FDA to limit sale of sweet-flavored e-cigarettes in hope of curbing teen vaping ‘epidemic’
The Food and Drug Administration is planning to limit the sale of sweet electronic cigarette flavors in an attempt to curtail what its commissioner calls an “epidemic” of teen vaping, according to an agency official.
The FDA will ban convenience store and gas station sales of flavors other than tobacco, mint and menthol next week, the official said. Stricter age-verification requirements are also planned for online sales of e-cigarettes.
FDA Commissioner Dr. Scott Gottlieb said in September that the agency would halt sales of flavored electronic cigarettes if the major manufacturers couldn’t prove they were doing enough to keep them out of the hands of children and teens.
The agency gave Juul, Vuse, MarkTen XL, Blu and Logic 60 days to submit plans to prevent youth vaping and said it could order their products off the market if it didn’t deem those plans robust enough. Those five brands make up more than 97 percent of the U.S. market for e-cigarettes.

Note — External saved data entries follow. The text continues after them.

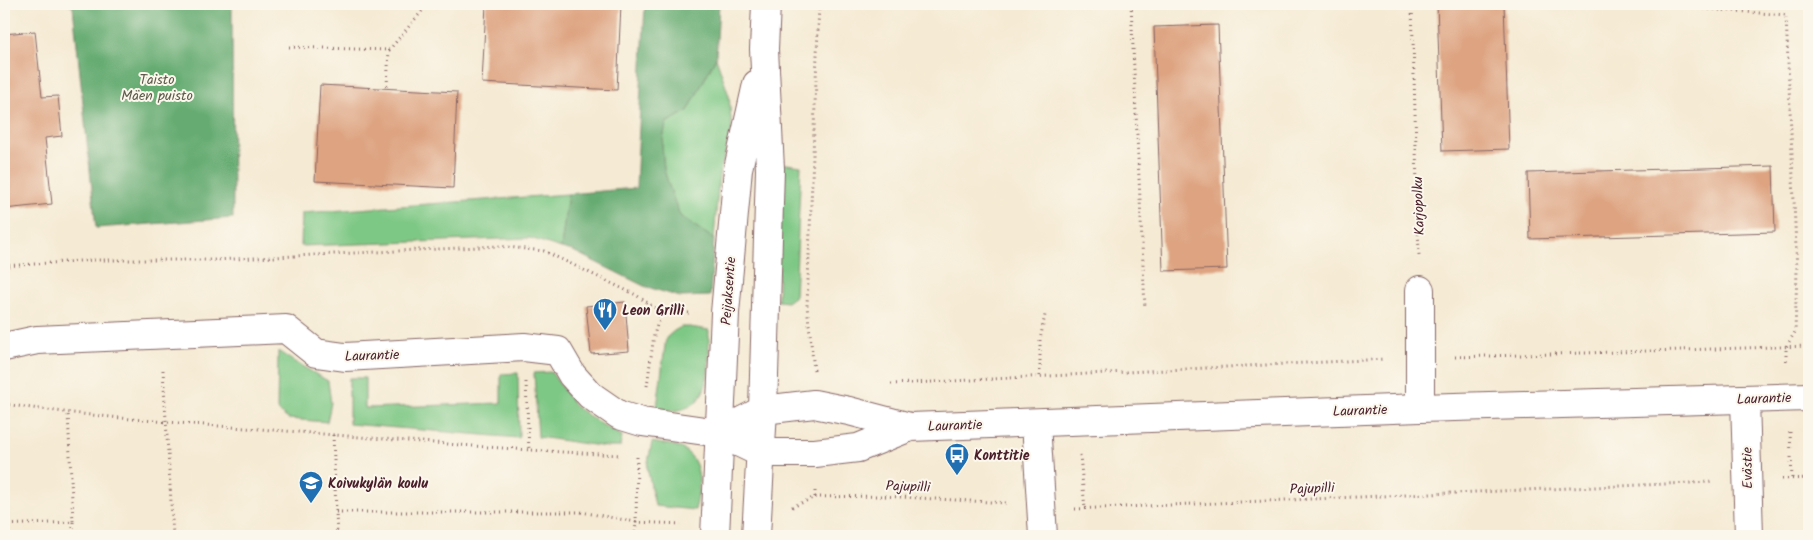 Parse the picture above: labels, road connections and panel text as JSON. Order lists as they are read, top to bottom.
{
  "streets": {
    "street": ["Peijaksentie", "Laurantie", "Evästie"],
    "path": ["Karjopolku", "Pajupilli"]
  },
  "crossings": [
    ["Peijaksentie", "Laurantie"],
    ["Laurantie", "Evästie"],
    ["Evästie", "Pajupilli"]
  ],
  "parks": ["Taisto Mäen puisto"],
  "places": {
    "restaurant": ["Leon Grilli"],
    "bus stop": ["Konttitie"],
    "school or university": ["Koivukylän koulu"]
  }
} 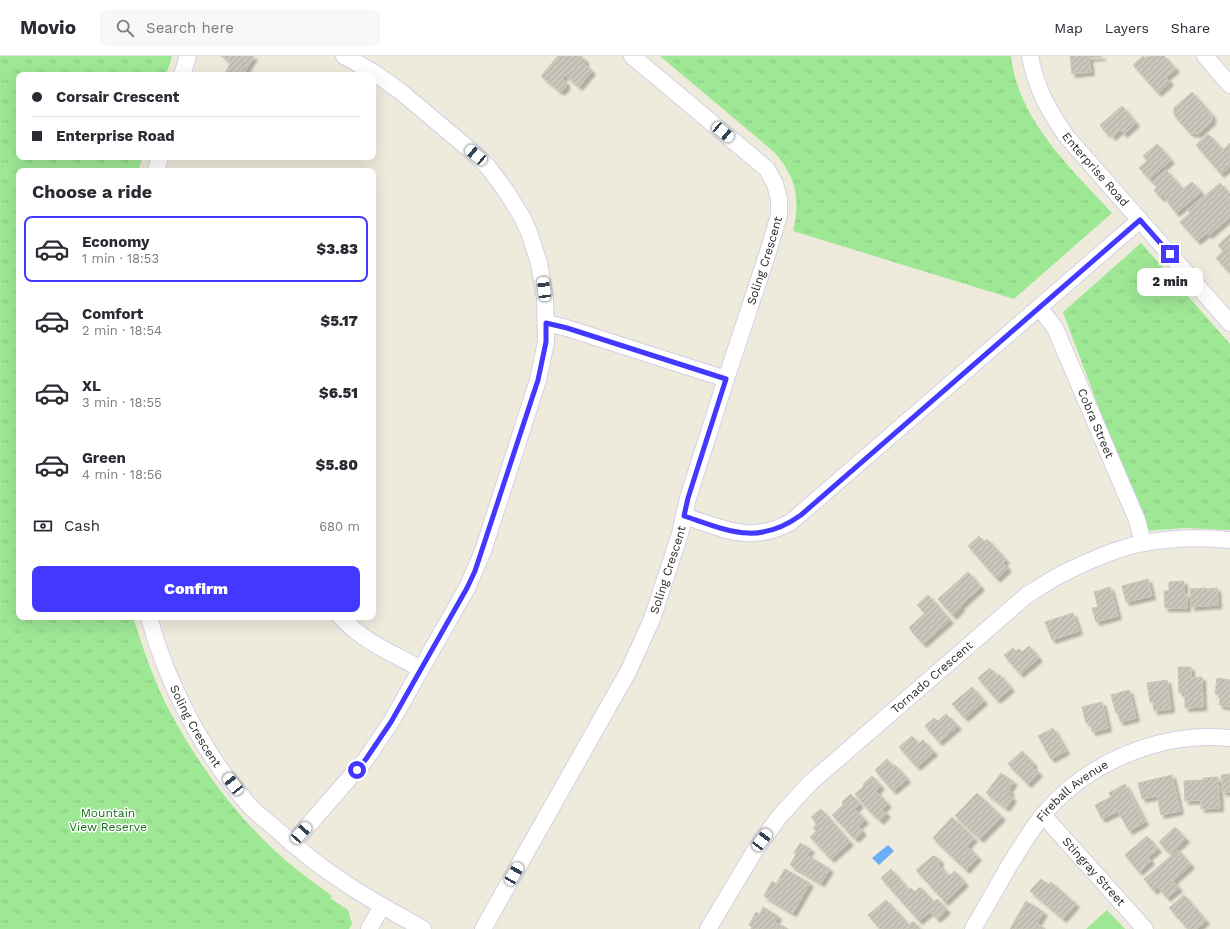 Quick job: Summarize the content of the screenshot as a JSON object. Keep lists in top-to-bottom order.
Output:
{
  "streets": {
    "street": [
      "Enterprise Road",
      "Soling Crescent",
      "Cobra Street",
      "Tornado Crescent",
      "Fireball Avenue",
      "Stingray Street"
    ]
  },
  "crossings": [
    ["Cobra Street", "Tornado Crescent"],
    ["Fireball Avenue", "Stingray Street"]
  ],
  "parks": ["Mountain View Reserve"],
  "page": {
    "header": "Movio",
    "search": "Search here",
    "nav": ["Map", "Layers", "Share"],
    "banner": ["Corsair Crescent", "Enterprise Road"],
    "heading": "Choose a ride",
    "list": [
      {
        "name": "Economy",
        "note": "1 min · 18:53",
        "value": "$3.83"
      },
      {
        "name": "Comfort",
        "note": "2 min · 18:54",
        "value": "$5.17"
      },
      {
        "name": "XL",
        "note": "3 min · 18:55",
        "value": "$6.51"
      },
      {
        "name": "Green",
        "note": "4 min · 18:56",
        "value": "$5.80"
      }
    ],
    "bubble": "2 min",
    "pay": ["Cash", "680 m"],
    "buttons": "Confirm"
  }
}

Gottlieb told USA TODAY in September that the FDA was “reconsidering our overall approach” after a review of preliminary data showed youth vaping was up 75 percent over last year.
“Teenagers are becoming regular users, and the proportion of regular users is increasing,” said Gottlieb. “We’re going to have to take action.”
The planned restrictions would not apply to vape shops or other specialty retail stores, which are more often used by adults who are using vaping to try to quit smoking. The FDA plans were first reported by the Washington Post.
New federal data out Thursday showed the percentage of people who smoke cigarettes in the United States fell to 14 percent in 2017, the lowest level since records have been kept.
Gottlieb and other public health officials are trying to strike a balance between helping adult smokers quit and not hooking a new generation on nicotine through e-cigarettes.